WORK INSTRUCTIONS:
Copy the entries below exactly. Images do not belong in the copy.

Stored items
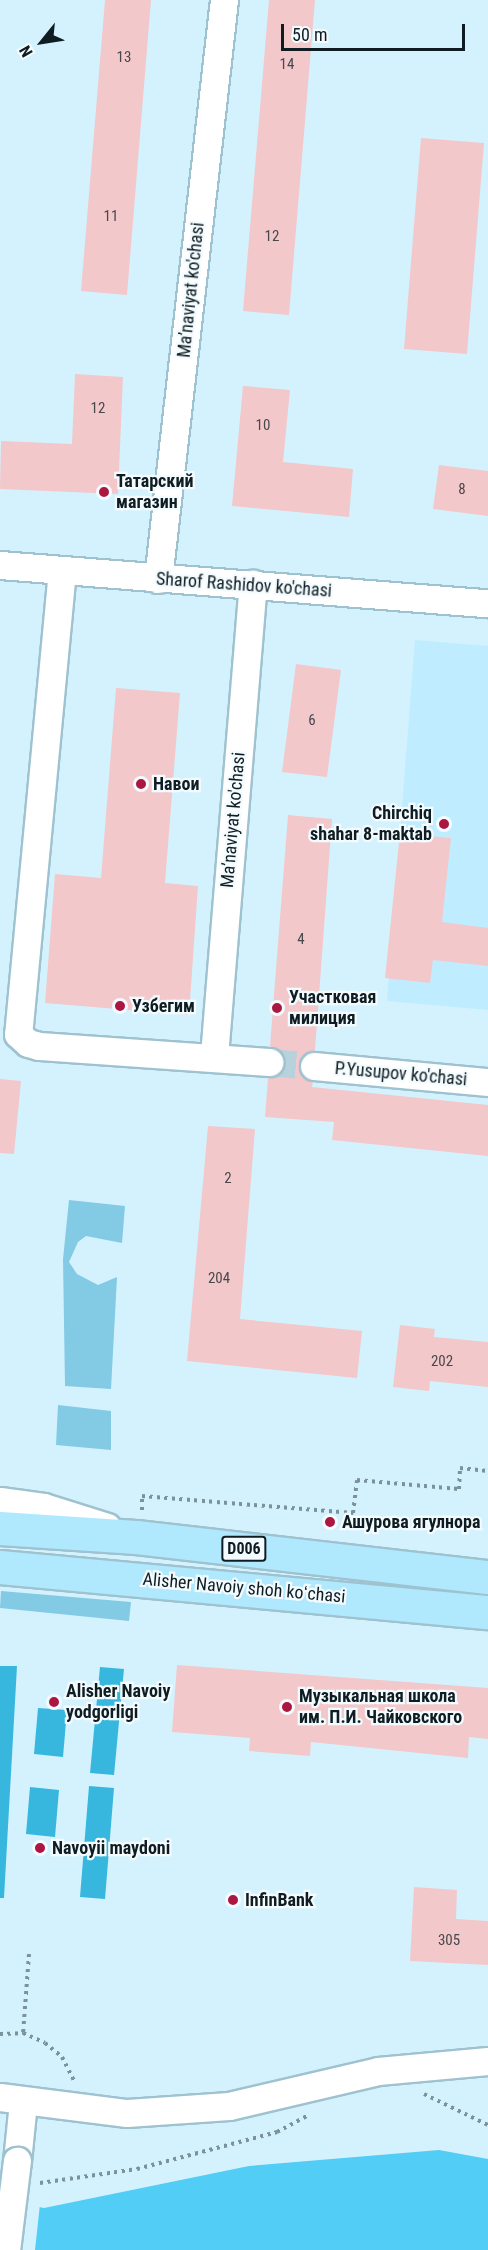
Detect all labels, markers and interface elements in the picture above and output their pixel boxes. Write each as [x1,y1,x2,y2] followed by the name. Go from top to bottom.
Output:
[12,12,72,72] north arrow
[284,12,468,50] scale bar
[292,24,327,45] text: 50 m
[15,42,37,60] text: N
[117,49,131,67] house number: 13
[280,56,294,74] house number: 14
[104,208,118,226] house number: 11
[173,221,209,359] street label: Ma’naviyat ko'chasi
[265,228,279,246] house number: 12
[91,400,105,418] house number: 12
[256,417,270,435] house number: 10
[116,471,193,514] place label: Татарский магазин
[458,481,466,499] house number: 8
[97,485,111,499] marker: Татарский магазин
[155,568,333,602] street label: Sharof Rashidov ko'chasi
[308,712,316,730] house number: 6
[216,751,250,889] street label: Ma’naviyat ko'chasi
[153,773,199,795] place label: Навои
[134,777,148,791] marker: Навои
[310,803,432,846] place label: Chirchiq shahar 8-maktab
[437,817,451,831] marker: Chirchiq shahar 8-maktab
[297,931,305,949] house number: 4
[289,987,376,1030] place label: Участковая милиция
[132,995,195,1017] place label: Узбегим
[113,999,127,1013] marker: Узбегим
[270,1001,284,1015] marker: Участковая милиция
[334,1057,468,1091] street label: P.Yusupov ko'chasi
[224,1170,232,1188] house number: 2
[208,1270,230,1288] house number: 204
[431,1353,453,1371] house number: 202
[342,1511,480,1533] place label: Ашурова ягулнора
[323,1515,337,1529] marker: Ашурова ягулнора
[220,1536,268,1562] road number: D006
[142,1568,346,1608] street label: Alisher Navoiy shoh koʻchasi
[66,1681,170,1724] place label: Alisher Navoiy yodgorligi
[299,1686,462,1728] place label: Музыкальная школа им. П.И. Чайковского
[47,1695,61,1709] marker: Alisher Navoiy yodgorligi
[280,1700,294,1714] marker: Музыкальная школа им. П.И. Чайковского
[52,1837,170,1859] place label: Navoyii maydoni
[33,1841,47,1855] marker: Navoyii maydoni
[245,1889,313,1911] place label: InfinBank
[226,1893,240,1907] marker: InfinBank
[438,1932,460,1950] house number: 305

SOLUTION TO THIS TASK:
Detect all labels, markers and interface elements in the picture above and output their pixel boxes. Write each as [x1,y1,x2,y2] followed by the name. Go from top to bottom.
Output:
[12,12,72,72] north arrow
[284,12,468,50] scale bar
[292,24,327,45] text: 50 m
[15,42,37,60] text: N
[117,49,131,67] house number: 13
[280,56,294,74] house number: 14
[104,208,118,226] house number: 11
[173,221,209,359] street label: Ma’naviyat ko'chasi
[265,228,279,246] house number: 12
[91,400,105,418] house number: 12
[256,417,270,435] house number: 10
[116,471,193,514] place label: Татарский магазин
[458,481,466,499] house number: 8
[97,485,111,499] marker: Татарский магазин
[155,568,333,602] street label: Sharof Rashidov ko'chasi
[308,712,316,730] house number: 6
[216,751,250,889] street label: Ma’naviyat ko'chasi
[153,773,199,795] place label: Навои
[134,777,148,791] marker: Навои
[310,803,432,846] place label: Chirchiq shahar 8-maktab
[437,817,451,831] marker: Chirchiq shahar 8-maktab
[297,931,305,949] house number: 4
[289,987,376,1030] place label: Участковая милиция
[132,995,195,1017] place label: Узбегим
[113,999,127,1013] marker: Узбегим
[270,1001,284,1015] marker: Участковая милиция
[334,1057,468,1091] street label: P.Yusupov ko'chasi
[224,1170,232,1188] house number: 2
[208,1270,230,1288] house number: 204
[431,1353,453,1371] house number: 202
[342,1511,480,1533] place label: Ашурова ягулнора
[323,1515,337,1529] marker: Ашурова ягулнора
[220,1536,268,1562] road number: D006
[142,1568,346,1608] street label: Alisher Navoiy shoh koʻchasi
[66,1681,170,1724] place label: Alisher Navoiy yodgorligi
[299,1686,462,1728] place label: Музыкальная школа им. П.И. Чайковского
[47,1695,61,1709] marker: Alisher Navoiy yodgorligi
[280,1700,294,1714] marker: Музыкальная школа им. П.И. Чайковского
[52,1837,170,1859] place label: Navoyii maydoni
[33,1841,47,1855] marker: Navoyii maydoni
[245,1889,313,1911] place label: InfinBank
[226,1893,240,1907] marker: InfinBank
[438,1932,460,1950] house number: 305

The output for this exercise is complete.